The Iranian government really doesn't want you to see '300'. Like most outraged protests against popular culture, they probably haven't seen it yet at the Tehran Roxy, but it is a film that has made President Mad Dog Ahmadinejad so cross he can't even go to the toilet properly.
"This film," said a government spokesman, "is an example of psychological warfare against Iran and its people. Go and watch Norbit instead. That Eddie Murphy, he's a gas."
They've got a point, truth be told. 300, whilst the most spectacular retelling of the Battle of Thermopylae, the Persian foe resemble no Iranians that I know, and accusations that the film may be racist - whether intentionally or not - are not easily dismissed. But then, it's a simple Black Hat vs White Hat, good against evil, in the long tradition of Hollywood. The world may have moved on, but the action movie remains the same.
The ancient historian Herodotus tells of a million-strong Persian army that stripped the countryside for miles around and drank rivers dry; and a three day battle in the narrows of Thermopylae, where three hundred Spartans held back Xerxes' army back long enough to rally the rest of Greece behind them.
300's jaw-dropping CGI does well to convey the sheer magnitude of the invasion, yet, the basic story aside, realism is thrown right out of the window.
Loaded with U.S. vs Them imagery, the Persians are portrayed as swarthy sexual deviant warmongers bent only on the destruction of those good, white, European Greeks. Unable to learn from their mistakes, they use force of numbers against the more intelligent, better organised Spartans to no avail. Because, hell yeah, we're number one.
Sparta itself is seen as rolling wheat fields, as lush and bountiful as the American Midwest; while the Spartan army is the US military, outnumbered yet still winning surrounded by these Godless Al Qaeda curs miles from their homeland, helped only by their barely competent British ..err.. Greek buddies, who run off home as soon as the game is up.
Even those cowardly, treacherous Democrats are there, cowardly, treacherous and shagging about while the Real Men are out there, kicking Iranian ..errr.... Foreign ...err... Persian butt.
All this aside, this is - and to quote my companion of the night - the choppingest film I've ever seen. Do not care that in adapting Frank Miller's graphic novel, Zack Snyder has driven a large bus through the historical facts - a large double decker with "History? ARSE!" painted down the side - 300 beats all the "Rings" movies into a cocked hat with the sheer intensity, guts, gore and sub-bass rumble of its battle scenes. You see heads, arms, legs, bits of hors, rhino and elephant - and I might have been imagining here - a Zoidberg-type gentleman with lobster claws for arms chopped off, impaled, skewered or cooked in an orange sauce.
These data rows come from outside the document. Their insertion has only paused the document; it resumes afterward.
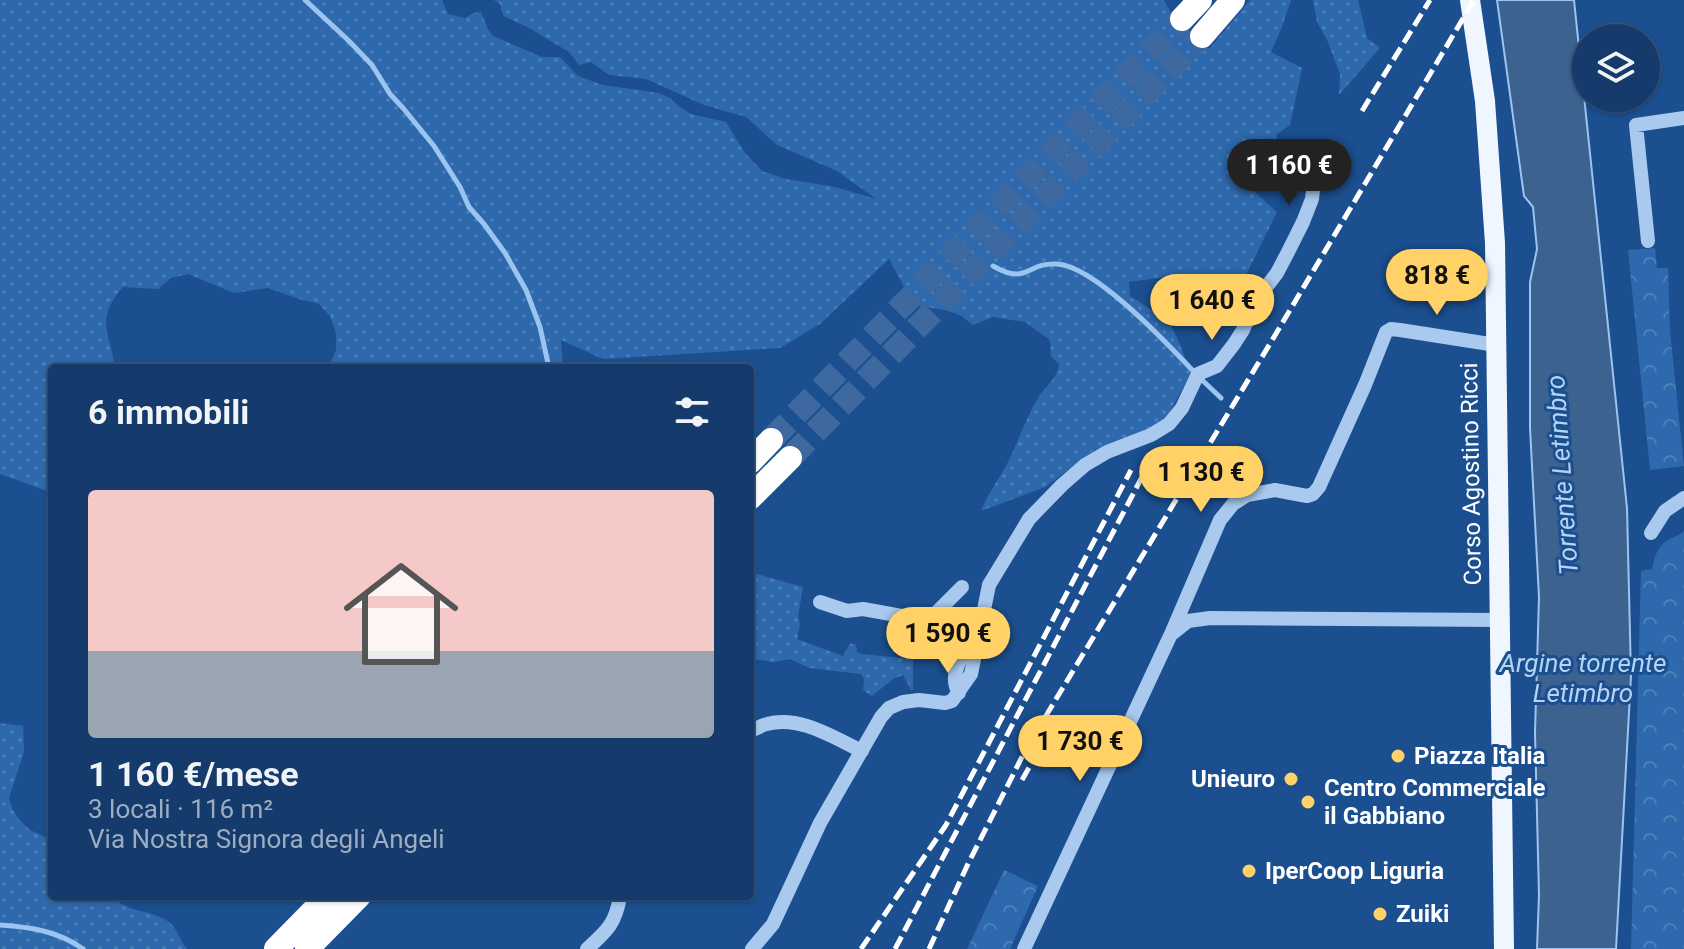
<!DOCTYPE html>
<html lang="it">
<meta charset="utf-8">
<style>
:root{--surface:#143b6b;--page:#1d4271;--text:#f1f3f6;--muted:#9dadc1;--line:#33557e;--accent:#ffd166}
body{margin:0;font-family:Roboto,sans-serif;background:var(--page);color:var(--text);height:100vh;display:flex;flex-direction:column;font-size:30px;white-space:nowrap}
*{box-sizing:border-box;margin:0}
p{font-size:26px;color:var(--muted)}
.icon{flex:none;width:44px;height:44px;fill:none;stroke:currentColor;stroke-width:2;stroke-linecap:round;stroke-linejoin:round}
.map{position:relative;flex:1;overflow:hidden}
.details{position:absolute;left:48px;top:364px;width:706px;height:536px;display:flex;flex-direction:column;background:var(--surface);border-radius:8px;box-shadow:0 2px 6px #0004,0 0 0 2px var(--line)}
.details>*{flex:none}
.controls{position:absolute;left:1572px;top:24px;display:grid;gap:16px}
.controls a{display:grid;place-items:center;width:88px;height:88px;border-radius:50%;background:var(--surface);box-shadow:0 2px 6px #0004,0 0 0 2px var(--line);font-size:40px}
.price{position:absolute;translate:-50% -68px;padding:0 18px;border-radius:28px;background:var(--accent);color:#111;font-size:26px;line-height:52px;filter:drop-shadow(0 2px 4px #0008)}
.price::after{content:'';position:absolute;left:50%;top:48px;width:24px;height:18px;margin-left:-12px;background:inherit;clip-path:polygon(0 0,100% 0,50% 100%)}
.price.current{background:#222;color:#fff}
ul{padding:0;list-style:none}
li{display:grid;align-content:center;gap:16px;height:424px;padding:0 40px}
li span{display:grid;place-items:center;height:248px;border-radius:8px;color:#555}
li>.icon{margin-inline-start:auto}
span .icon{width:144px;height:144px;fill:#fffc;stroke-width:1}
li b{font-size:34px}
h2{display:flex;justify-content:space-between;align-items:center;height:96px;padding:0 40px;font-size:34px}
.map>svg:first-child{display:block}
</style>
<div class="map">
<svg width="1684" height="949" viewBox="0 0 1684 949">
<defs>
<pattern id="grass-dots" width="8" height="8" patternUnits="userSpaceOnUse" patternTransform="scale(2)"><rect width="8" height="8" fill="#2e69ad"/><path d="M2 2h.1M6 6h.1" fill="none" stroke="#4d80b9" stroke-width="1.8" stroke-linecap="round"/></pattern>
<pattern id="park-crowns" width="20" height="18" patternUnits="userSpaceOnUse" patternTransform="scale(2)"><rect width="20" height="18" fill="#2e69ad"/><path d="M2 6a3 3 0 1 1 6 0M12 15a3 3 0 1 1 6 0" fill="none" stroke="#4d80b9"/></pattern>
</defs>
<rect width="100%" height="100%" fill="#1b4f8f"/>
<!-- grass -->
<path fill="url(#grass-dots)" d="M0,0H442L448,14L465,18L473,13L481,12L488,29L493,36L542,57H560L578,76L603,85L659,93L670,98L680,107L691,114L726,122L745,153L762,171L786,179L835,187L876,199L837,171L777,145L746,117L704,105L646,79L609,75L591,62L579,65L569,52L529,28L504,16L501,10V5L494,0H1164L1171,13L1209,49L1250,0H1291L1282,27L1271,52L1302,68L1290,125L1277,134L1273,160L1250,147L1238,177L1277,212L1224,320L1180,275L1129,282L1130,296L1169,321L1181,347L1191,374L1166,418L1150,430L1124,442L1095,450L1045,487L981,511C988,493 1000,478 1009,460C1019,439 1027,416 1039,396C1047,385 1057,379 1059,364L1051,356L1050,340L1025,322L993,317L973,325L960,315L944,310L919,306L908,294L889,259L820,324L780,348L603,359L561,340L563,368H326L330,364L336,350V333L330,316L318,303L302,300L268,288L234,293L188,274L171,278L158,289L123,287C94,320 110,332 115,368H52V492H50L0,474Z
M1313,0H1358L1367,38L1380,48L1339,95L1340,74L1327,40L1317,22Z
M750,572L803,587L798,616L800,624L797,639L843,656L850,643L856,645L857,652L861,654L913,659V690H911L903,675L893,679L872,696L863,690L864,679L861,674L809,668L790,659L773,662L750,658Z
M0,723L23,726L24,752L9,798L13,810L20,821L30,830L52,840V896H110C130,914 151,909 169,922C178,929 180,941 187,949H0Z"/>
<!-- park -->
<path fill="url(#park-crowns)" d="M1655,248L1657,268H1668L1670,331L1684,466L1650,470L1628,250Z
M1684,531V949H1631L1641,571L1652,569C1654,560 1656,549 1665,542C1671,537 1678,537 1684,531Z
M1004,870L1038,886L1010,949H967Z"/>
<!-- water -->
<path fill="#3c6290" stroke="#9cc4f0" stroke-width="2" d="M1497,0H1574L1627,508L1631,676L1616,949H1537L1539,895L1535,733L1539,597L1530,428V282L1537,249L1533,207L1524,196Z"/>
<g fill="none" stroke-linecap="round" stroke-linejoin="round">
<!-- stream -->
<path stroke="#9cc4f0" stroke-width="5" d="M305,0L348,40L372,65L390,94L403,108L434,146L460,187L469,207L484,224L505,253L526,290L540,327L549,368
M993,266C1028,286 1026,262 1057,264C1095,266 1168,344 1195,373
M1201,379L1221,398
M0,925C30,927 58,931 83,949"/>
<!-- highway-tunnel -->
<path stroke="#3d69a0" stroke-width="24" stroke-dasharray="24 12" stroke-linecap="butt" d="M771,440L1182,19
M790,458L1202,36"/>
<!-- minor -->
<path stroke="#a9c9ee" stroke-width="14" d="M1648,241L1636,125L1684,118
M1651,533L1665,511L1684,498
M820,602L847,611L863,609L935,622L957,629L967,634C968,654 946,672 959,693
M935,622L937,612L962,587
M1173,633L1188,621L1210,618L1500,620
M750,731C756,729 762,725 767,724C800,715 834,738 862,751
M587,949C607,931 616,923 620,896
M752,949L773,924L820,823L881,717L889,708L903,702L919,700L945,703L952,701L971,674L989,585L1029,519L1062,485L1085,465L1107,452L1151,435L1169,424L1182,408L1198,374L1217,366L1234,344L1243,330L1255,302L1277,273L1288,252L1303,222L1312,199L1318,148
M1024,949L1171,634L1220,520L1233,504L1247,495L1275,490L1307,496L1313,494L1319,487L1365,385L1386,332L1391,329L1400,330L1496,345"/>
<!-- major -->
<path stroke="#f0f6ff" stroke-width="20" d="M1470,0L1485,101L1495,243L1504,949"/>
<!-- highway -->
<path stroke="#fff" stroke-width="24" d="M1182,19L1200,0
M1202,36L1233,0
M750,462L771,440
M750,498L790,458
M276,949L328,896
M307,949L359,896"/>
<!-- rail -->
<path stroke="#fff" stroke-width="5" stroke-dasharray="14 6" stroke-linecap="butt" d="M1362,111L1430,0
M1022,780L1054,724
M861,949L946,825L1131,470
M895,949L1142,477
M929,949L967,866L1026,749L1277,332L1474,0"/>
</g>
<!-- markers -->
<g fill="#ffd166" stroke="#1b4f8f" stroke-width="3">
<circle cx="1398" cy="756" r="8"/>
<circle cx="1291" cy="779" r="8"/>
<circle cx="1308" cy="802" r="8"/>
<circle cx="1249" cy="871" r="8"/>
<circle cx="1380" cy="914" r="8"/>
</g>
<g text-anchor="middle" stroke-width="6" stroke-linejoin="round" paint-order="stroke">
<!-- street labels -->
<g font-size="24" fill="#fff" stroke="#1b4f8f">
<text transform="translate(1471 474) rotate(-91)" y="8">Corso Agostino Ricci</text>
</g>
<!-- poi labels -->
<g font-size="24" font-weight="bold" fill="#fff" stroke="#1b4f8f" text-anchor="start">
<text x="1414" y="764">Piazza Italia</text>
<text x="1275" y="787" text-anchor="end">Unieuro</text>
<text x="1324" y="796">Centro Commerciale<tspan x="1324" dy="28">il Gabbiano</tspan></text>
<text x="1265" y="879">IperCoop Liguria</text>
<text x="1396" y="922">Zuiki</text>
</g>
<!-- water labels -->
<g font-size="26" font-style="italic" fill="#b5d3f5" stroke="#1b4f8f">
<text transform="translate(1562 475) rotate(-94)" y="9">Torrente Letimbro</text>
<text x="1583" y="672">Argine torrente<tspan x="1583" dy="30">Letimbro</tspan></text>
</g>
</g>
</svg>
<div class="controls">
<a><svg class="icon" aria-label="layers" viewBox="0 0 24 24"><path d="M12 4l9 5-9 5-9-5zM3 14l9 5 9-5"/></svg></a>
</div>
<b class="price current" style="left:1289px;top:207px">1 160 €</b>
<b class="price" style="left:1437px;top:317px">818 €</b>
<b class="price" style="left:1212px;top:342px">1 640 €</b>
<b class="price" style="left:1201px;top:514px">1 130 €</b>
<b class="price" style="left:948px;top:675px">1 590 €</b>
<b class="price" style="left:1080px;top:783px">1 730 €</b>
<section class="details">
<h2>6 immobili<svg class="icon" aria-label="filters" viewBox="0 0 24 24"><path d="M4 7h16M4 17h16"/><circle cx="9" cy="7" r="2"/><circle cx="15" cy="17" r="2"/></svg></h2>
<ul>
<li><span style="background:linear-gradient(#f6c9c9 65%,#9aa5b1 0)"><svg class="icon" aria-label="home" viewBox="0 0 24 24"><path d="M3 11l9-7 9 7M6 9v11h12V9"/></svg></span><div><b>1 160 €/mese</b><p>3 locali · 116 m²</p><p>Via Nostra Signora degli Angeli</p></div></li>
</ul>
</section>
</div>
It is all beautifully choreographed, and there are stages where you forget you are seeing some of the most gruesome deaths ever committed to celluloid and just wonder at the sheer hideous beauty of it all. 300 is, all told it is a loud, bloody, and downright exhilarating experience.
Forget the plot holes, the stilted dialogue, the ham-fisted political imagery. 300 is the most intense action movie you will see for a long, long time. Not one for the family on Mother's Day, mind.
I am told that the IMAX version is even better...
And if there is a moral of this tale, it is this: The lack of an inclusive disability policy will be your downfall, soldier. I think.
Coming soon: In a world going mad - an epic tale of mirth, woe and a quest for carrots. In pre-production as we speak, Duck (Scary) Pictures present Bummy Rabbit Adventures.